Characteristics of the deductive method
- Follow the direction from top to bottom, from the general to the particular.
- It is the method used in the formal sciences.
- It relies on theory to predict observable phenomena through hypotheses.
- The conclusion is contained in the premises.
- If the premises are valid and true, so is the conclusion.
- Their conclusions must lead to logical and rigorous consequences.
- By itself it does not produce new knowledge.
Examples of the deductive method
A classic example of this method is the following:
- Premise 1: All men are mortal.
- Premise 2: Socrates is a man.
- Conclusion: So Socrates is mortal.
It is possible to observe that the conclusion is already implicit in the premises.
Another example occurs when you think about living things and their genetics. All living things are known to have DNA (deoxyribonucleic acid). Therefore, if any living organism is ever to be analyzed, it is a foregone conclusion that that organism will have DNA.
Validity and veracity in the deductive method
In the deductive method, erroneous conclusions can be drawn if the premises are not true. For example, considering the following premises:
- Premise 1: All men are bad.
- Premise 2: Your grandfather is a man.
- Conclusion: So your grandfather is bad.
This argument is validBut, it is not true.
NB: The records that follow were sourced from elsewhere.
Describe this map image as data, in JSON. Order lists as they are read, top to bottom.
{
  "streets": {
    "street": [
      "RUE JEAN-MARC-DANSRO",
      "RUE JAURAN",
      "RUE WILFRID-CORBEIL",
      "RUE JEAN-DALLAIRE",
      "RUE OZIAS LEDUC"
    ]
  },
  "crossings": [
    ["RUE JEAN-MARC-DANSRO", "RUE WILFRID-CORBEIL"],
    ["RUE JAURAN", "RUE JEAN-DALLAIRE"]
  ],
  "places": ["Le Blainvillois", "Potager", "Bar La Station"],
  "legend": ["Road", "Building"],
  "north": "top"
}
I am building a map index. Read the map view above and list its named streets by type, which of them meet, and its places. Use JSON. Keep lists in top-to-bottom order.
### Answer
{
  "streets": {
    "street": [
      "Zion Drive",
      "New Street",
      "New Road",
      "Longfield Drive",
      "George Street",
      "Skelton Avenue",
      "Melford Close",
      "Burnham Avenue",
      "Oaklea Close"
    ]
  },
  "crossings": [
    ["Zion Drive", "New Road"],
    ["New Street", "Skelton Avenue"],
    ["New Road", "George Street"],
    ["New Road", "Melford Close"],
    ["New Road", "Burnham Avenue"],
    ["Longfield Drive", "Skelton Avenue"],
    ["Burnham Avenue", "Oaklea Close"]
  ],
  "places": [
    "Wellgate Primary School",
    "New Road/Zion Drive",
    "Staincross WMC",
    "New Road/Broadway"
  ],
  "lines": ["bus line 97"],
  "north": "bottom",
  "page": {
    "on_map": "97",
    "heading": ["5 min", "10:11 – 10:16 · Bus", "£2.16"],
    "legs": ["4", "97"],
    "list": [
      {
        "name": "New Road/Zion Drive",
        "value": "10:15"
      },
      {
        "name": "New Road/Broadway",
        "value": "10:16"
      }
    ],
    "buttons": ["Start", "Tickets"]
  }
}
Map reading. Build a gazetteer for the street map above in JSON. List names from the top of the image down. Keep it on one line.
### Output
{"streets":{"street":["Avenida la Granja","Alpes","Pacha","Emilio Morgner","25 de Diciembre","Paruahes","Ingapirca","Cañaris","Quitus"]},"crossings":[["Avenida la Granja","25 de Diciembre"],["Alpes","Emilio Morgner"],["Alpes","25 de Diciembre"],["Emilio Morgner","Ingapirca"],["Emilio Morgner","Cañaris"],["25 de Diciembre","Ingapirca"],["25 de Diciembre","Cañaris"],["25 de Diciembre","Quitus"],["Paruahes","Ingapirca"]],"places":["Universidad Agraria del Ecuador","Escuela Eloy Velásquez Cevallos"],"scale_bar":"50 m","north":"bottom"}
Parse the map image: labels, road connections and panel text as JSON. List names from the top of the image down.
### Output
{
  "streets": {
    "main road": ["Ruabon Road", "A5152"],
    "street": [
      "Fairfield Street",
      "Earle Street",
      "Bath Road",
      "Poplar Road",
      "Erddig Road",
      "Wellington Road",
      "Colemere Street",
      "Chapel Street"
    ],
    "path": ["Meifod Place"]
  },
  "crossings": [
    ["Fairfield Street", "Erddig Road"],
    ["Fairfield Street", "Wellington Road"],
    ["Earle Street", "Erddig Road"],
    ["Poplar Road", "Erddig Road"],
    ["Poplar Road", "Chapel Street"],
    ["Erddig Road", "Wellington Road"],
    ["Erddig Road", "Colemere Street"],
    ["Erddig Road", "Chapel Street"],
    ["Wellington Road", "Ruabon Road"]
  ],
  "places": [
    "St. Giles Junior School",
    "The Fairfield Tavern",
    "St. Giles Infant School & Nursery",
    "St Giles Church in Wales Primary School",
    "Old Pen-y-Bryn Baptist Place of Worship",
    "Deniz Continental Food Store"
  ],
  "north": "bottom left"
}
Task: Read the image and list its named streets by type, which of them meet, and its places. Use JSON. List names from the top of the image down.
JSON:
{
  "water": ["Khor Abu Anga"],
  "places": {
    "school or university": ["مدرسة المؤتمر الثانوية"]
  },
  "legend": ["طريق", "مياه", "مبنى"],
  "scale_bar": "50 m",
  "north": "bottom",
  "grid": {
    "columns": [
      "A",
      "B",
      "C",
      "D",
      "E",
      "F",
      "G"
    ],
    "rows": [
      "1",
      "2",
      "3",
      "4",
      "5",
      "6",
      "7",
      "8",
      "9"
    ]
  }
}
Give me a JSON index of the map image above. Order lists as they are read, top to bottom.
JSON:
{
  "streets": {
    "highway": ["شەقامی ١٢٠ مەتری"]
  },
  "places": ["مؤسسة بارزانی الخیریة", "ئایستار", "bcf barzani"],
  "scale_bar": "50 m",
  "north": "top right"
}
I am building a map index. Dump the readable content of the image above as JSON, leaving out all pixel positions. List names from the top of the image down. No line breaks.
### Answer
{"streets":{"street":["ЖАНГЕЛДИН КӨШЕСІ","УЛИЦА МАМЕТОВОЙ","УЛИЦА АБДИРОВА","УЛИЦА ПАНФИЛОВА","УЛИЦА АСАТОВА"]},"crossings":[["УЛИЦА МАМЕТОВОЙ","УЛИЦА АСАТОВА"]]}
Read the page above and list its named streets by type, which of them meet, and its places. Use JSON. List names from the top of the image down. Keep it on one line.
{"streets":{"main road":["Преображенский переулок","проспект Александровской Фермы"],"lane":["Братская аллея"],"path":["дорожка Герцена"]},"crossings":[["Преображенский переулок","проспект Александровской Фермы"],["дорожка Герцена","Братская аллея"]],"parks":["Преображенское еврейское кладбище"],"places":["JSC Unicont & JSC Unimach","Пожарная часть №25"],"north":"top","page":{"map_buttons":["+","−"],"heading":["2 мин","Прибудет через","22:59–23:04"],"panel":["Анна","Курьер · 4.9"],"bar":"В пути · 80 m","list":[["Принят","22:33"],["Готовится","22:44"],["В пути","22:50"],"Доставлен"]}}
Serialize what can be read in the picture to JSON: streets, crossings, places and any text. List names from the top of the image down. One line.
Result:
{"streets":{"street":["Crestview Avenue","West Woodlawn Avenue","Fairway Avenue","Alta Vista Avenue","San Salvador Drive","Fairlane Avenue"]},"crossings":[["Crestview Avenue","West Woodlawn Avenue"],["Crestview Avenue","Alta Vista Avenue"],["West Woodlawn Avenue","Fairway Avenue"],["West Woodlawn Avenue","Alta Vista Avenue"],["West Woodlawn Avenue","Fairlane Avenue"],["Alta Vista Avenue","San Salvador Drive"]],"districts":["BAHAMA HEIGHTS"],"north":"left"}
Its validity lies in the fact that the conclusion is implicit in the premises. But the statement contained in premise 1 (“all men are evil”) is not a true statement, since its truth does not follow from the premises, so it still needs to be verified.
In this sense, the conclusions of the deductive method are valid and correct when the premises are also valid. Likewise, if the premises are true, so will the conclusion.
The method currently used in scientific research is the so-called hypothetical-deductive method. This method basically synthesizes the main aspects of the inductive and deductive method.
Steps of the hypothetico-deductive method
- The observation and analysis of a series of phenomena.
- One is proposed hypothesis according to the results of what was observed to explain these phenomena. For the hypothesis to be valid, it must be possible to test it.
- When a hypothesis postulates something, it is deduce that if the same conditions that caused a phenomenon are present, the consequences that the hypothesis predicts should occur.
- Is check the hypothesis from experiments.
- If the hypothesis is verified, then is accepted. If your assumptions are not verified, is rejected.